* _Requirement_: Only these lines are needed: the first line of the entries below through the line with "filter:drop-shadow(0 0 2px", each returned exactly.

[Records contained in a dataset]
'''
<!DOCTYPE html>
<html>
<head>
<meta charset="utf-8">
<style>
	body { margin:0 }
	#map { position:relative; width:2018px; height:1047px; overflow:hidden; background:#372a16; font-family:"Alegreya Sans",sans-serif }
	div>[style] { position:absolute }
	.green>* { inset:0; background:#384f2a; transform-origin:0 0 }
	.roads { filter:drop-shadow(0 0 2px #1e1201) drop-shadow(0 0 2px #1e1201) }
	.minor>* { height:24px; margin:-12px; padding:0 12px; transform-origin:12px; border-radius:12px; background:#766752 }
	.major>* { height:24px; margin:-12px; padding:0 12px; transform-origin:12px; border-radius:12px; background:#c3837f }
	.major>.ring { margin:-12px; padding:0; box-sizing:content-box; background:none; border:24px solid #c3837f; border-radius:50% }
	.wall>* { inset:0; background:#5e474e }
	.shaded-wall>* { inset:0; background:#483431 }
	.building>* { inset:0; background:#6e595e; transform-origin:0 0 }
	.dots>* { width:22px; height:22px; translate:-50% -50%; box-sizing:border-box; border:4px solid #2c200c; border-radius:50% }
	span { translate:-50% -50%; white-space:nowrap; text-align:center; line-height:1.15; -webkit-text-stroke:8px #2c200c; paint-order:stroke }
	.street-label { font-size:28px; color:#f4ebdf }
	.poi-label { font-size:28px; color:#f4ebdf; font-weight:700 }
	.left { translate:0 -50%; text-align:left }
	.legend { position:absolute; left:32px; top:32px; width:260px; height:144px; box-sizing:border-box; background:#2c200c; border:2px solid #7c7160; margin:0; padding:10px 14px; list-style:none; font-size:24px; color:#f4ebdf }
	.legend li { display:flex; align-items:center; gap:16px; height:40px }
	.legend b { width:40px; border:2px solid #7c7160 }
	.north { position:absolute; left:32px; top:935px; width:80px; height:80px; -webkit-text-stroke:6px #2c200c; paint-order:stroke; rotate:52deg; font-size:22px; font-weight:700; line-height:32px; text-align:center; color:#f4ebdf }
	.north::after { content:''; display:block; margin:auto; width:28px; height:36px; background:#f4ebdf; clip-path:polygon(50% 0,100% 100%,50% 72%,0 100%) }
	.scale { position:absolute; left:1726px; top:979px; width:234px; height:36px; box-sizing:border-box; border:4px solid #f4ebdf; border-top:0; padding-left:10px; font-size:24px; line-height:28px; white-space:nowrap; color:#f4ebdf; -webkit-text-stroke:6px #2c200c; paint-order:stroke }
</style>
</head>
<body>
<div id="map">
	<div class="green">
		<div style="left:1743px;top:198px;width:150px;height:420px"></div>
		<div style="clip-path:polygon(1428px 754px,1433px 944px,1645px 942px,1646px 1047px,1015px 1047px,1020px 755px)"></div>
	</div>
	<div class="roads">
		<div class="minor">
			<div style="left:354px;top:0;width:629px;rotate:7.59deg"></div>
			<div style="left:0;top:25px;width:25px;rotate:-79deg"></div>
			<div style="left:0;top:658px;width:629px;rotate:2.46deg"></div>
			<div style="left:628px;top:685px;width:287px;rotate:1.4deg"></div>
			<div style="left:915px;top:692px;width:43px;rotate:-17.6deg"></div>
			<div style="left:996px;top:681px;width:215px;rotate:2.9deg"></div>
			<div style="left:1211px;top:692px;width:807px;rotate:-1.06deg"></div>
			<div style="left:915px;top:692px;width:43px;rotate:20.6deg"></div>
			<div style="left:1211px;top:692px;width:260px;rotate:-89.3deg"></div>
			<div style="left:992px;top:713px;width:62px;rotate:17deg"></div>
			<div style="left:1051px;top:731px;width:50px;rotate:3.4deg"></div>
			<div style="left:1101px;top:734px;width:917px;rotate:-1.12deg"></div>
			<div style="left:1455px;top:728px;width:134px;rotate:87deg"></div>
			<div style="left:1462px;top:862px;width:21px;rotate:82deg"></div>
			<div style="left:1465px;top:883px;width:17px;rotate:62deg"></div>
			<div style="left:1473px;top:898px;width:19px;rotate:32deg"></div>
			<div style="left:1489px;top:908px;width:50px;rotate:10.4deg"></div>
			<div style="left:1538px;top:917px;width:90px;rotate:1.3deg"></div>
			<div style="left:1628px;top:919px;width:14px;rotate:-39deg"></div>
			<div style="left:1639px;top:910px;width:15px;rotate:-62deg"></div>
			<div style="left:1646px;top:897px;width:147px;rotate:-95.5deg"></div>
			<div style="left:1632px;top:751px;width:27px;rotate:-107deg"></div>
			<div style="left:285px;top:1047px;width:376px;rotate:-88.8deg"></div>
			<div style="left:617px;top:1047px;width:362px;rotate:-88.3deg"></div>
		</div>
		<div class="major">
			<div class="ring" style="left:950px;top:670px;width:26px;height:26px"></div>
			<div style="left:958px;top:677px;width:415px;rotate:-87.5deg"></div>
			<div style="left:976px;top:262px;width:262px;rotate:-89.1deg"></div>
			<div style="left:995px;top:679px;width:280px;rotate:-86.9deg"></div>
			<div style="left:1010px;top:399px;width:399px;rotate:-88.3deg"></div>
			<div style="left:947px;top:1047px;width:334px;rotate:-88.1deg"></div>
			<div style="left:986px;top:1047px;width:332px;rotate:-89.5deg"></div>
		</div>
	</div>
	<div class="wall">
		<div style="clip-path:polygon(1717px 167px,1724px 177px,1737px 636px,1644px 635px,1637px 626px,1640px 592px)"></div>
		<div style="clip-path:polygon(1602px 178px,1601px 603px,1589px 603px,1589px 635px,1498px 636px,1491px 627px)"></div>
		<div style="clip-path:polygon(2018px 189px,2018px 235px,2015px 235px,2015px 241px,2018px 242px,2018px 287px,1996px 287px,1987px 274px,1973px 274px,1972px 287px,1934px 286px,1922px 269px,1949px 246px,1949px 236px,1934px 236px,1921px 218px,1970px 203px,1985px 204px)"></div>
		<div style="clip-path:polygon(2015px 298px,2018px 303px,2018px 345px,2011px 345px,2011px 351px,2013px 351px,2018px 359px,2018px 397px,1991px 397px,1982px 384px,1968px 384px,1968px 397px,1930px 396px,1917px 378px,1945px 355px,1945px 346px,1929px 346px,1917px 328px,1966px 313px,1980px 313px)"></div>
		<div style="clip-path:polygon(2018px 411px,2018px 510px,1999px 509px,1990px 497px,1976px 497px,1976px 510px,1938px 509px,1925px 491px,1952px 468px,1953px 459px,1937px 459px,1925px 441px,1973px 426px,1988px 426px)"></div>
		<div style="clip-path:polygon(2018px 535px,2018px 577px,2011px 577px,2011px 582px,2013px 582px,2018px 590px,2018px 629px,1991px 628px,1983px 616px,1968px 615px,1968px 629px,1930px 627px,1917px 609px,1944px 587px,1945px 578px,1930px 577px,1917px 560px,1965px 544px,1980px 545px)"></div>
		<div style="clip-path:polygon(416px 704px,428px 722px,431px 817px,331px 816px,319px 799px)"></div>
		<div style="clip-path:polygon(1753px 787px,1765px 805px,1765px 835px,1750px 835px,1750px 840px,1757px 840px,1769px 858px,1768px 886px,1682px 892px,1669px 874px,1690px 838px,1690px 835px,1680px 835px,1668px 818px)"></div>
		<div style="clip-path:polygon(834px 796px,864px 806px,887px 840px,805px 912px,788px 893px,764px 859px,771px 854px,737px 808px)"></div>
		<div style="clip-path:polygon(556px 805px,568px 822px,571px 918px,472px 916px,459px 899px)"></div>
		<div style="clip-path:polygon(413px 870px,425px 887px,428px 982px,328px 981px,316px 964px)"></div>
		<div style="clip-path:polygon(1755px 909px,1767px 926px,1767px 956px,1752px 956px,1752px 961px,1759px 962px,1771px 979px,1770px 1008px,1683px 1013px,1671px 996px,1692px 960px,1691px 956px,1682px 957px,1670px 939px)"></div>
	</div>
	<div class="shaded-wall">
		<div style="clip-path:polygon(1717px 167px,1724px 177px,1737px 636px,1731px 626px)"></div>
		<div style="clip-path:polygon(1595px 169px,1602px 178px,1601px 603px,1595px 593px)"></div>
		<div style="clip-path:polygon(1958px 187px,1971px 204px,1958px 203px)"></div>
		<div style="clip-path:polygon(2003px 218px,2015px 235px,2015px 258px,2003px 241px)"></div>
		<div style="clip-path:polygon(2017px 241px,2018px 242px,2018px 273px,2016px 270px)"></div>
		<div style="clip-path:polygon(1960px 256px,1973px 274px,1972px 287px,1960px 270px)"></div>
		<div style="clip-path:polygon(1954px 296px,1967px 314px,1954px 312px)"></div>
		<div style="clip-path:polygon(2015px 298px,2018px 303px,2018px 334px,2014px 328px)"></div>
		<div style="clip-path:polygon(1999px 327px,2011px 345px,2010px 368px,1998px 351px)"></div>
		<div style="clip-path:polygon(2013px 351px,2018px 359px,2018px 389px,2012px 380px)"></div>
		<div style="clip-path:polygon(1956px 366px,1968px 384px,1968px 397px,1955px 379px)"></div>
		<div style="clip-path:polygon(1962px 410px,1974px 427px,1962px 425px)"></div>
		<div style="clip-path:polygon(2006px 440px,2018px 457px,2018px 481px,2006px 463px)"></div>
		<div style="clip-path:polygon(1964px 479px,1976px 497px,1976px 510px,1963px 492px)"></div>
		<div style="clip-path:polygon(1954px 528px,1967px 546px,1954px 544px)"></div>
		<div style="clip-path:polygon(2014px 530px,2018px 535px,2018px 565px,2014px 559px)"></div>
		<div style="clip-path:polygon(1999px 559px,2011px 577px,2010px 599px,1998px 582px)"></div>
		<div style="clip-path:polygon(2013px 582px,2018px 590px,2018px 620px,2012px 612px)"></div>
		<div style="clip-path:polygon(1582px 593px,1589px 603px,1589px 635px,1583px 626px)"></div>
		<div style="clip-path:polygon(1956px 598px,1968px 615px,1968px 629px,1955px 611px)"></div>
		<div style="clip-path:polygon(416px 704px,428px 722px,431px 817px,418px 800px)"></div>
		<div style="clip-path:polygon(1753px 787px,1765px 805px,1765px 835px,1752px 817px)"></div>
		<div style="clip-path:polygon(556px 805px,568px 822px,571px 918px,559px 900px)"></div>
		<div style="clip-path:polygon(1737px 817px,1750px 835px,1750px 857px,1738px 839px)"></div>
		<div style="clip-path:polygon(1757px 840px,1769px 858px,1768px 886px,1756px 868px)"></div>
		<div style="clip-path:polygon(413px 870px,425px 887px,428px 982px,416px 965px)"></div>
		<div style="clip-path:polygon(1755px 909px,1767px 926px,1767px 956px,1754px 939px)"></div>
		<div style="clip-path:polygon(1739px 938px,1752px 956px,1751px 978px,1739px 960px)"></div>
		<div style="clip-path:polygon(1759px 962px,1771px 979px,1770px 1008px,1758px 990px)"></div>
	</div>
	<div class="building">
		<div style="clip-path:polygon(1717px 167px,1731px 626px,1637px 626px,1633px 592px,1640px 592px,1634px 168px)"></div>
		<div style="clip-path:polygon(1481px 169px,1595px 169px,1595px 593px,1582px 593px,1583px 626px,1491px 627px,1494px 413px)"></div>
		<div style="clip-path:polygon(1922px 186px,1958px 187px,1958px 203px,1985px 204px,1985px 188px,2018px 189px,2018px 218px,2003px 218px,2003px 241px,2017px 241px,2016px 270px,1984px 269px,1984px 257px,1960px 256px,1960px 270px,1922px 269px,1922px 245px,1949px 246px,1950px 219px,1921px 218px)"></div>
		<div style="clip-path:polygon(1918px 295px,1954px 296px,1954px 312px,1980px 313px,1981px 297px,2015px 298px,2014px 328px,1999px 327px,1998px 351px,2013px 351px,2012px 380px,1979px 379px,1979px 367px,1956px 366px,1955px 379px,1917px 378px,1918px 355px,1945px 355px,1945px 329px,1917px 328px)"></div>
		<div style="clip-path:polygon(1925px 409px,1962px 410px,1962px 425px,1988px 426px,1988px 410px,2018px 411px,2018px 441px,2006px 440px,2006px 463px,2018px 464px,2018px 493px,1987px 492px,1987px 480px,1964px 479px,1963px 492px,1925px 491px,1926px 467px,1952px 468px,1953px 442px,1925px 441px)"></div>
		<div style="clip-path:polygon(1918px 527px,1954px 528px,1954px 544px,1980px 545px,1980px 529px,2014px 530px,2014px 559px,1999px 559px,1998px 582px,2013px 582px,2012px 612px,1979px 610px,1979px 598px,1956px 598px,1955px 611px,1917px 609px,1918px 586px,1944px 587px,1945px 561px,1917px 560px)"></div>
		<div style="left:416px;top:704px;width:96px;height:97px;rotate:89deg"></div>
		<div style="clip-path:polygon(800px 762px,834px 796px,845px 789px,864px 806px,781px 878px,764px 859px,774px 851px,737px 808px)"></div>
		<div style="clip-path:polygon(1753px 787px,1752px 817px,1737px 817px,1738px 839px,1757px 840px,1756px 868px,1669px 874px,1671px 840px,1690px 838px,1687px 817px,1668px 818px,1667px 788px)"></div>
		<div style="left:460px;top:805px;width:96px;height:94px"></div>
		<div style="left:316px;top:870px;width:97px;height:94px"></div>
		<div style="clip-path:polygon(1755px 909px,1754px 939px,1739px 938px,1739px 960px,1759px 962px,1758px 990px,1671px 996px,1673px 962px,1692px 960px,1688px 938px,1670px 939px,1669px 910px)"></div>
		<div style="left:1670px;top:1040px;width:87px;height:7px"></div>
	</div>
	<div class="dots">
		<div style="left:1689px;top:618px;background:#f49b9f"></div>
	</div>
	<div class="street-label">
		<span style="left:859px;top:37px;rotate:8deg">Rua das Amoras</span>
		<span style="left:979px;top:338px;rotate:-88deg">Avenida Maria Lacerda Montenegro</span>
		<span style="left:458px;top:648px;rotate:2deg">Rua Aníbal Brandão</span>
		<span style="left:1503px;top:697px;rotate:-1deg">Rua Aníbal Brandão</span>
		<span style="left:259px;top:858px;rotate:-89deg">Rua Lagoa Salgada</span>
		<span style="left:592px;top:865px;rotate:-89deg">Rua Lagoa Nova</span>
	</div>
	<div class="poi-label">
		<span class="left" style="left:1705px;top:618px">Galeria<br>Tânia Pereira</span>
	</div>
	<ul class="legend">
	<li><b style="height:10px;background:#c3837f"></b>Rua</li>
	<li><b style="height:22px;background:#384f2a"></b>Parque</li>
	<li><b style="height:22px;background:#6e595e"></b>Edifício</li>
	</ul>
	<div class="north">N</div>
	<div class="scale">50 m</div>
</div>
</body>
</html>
'''
* _Output_:
<!DOCTYPE html>
<html>
<head>
<meta charset="utf-8">
<style>
	body { margin:0 }
	#map { position:relative; width:2018px; height:1047px; overflow:hidden; background:#372a16; font-family:"Alegreya Sans",sans-serif }
	div>[style] { position:absolute }
	.green>* { inset:0; background:#384f2a; transform-origin:0 0 }
	.roads { filter:drop-shadow(0 0 2px #1e1201) drop-shadow(0 0 2px #1e1201) }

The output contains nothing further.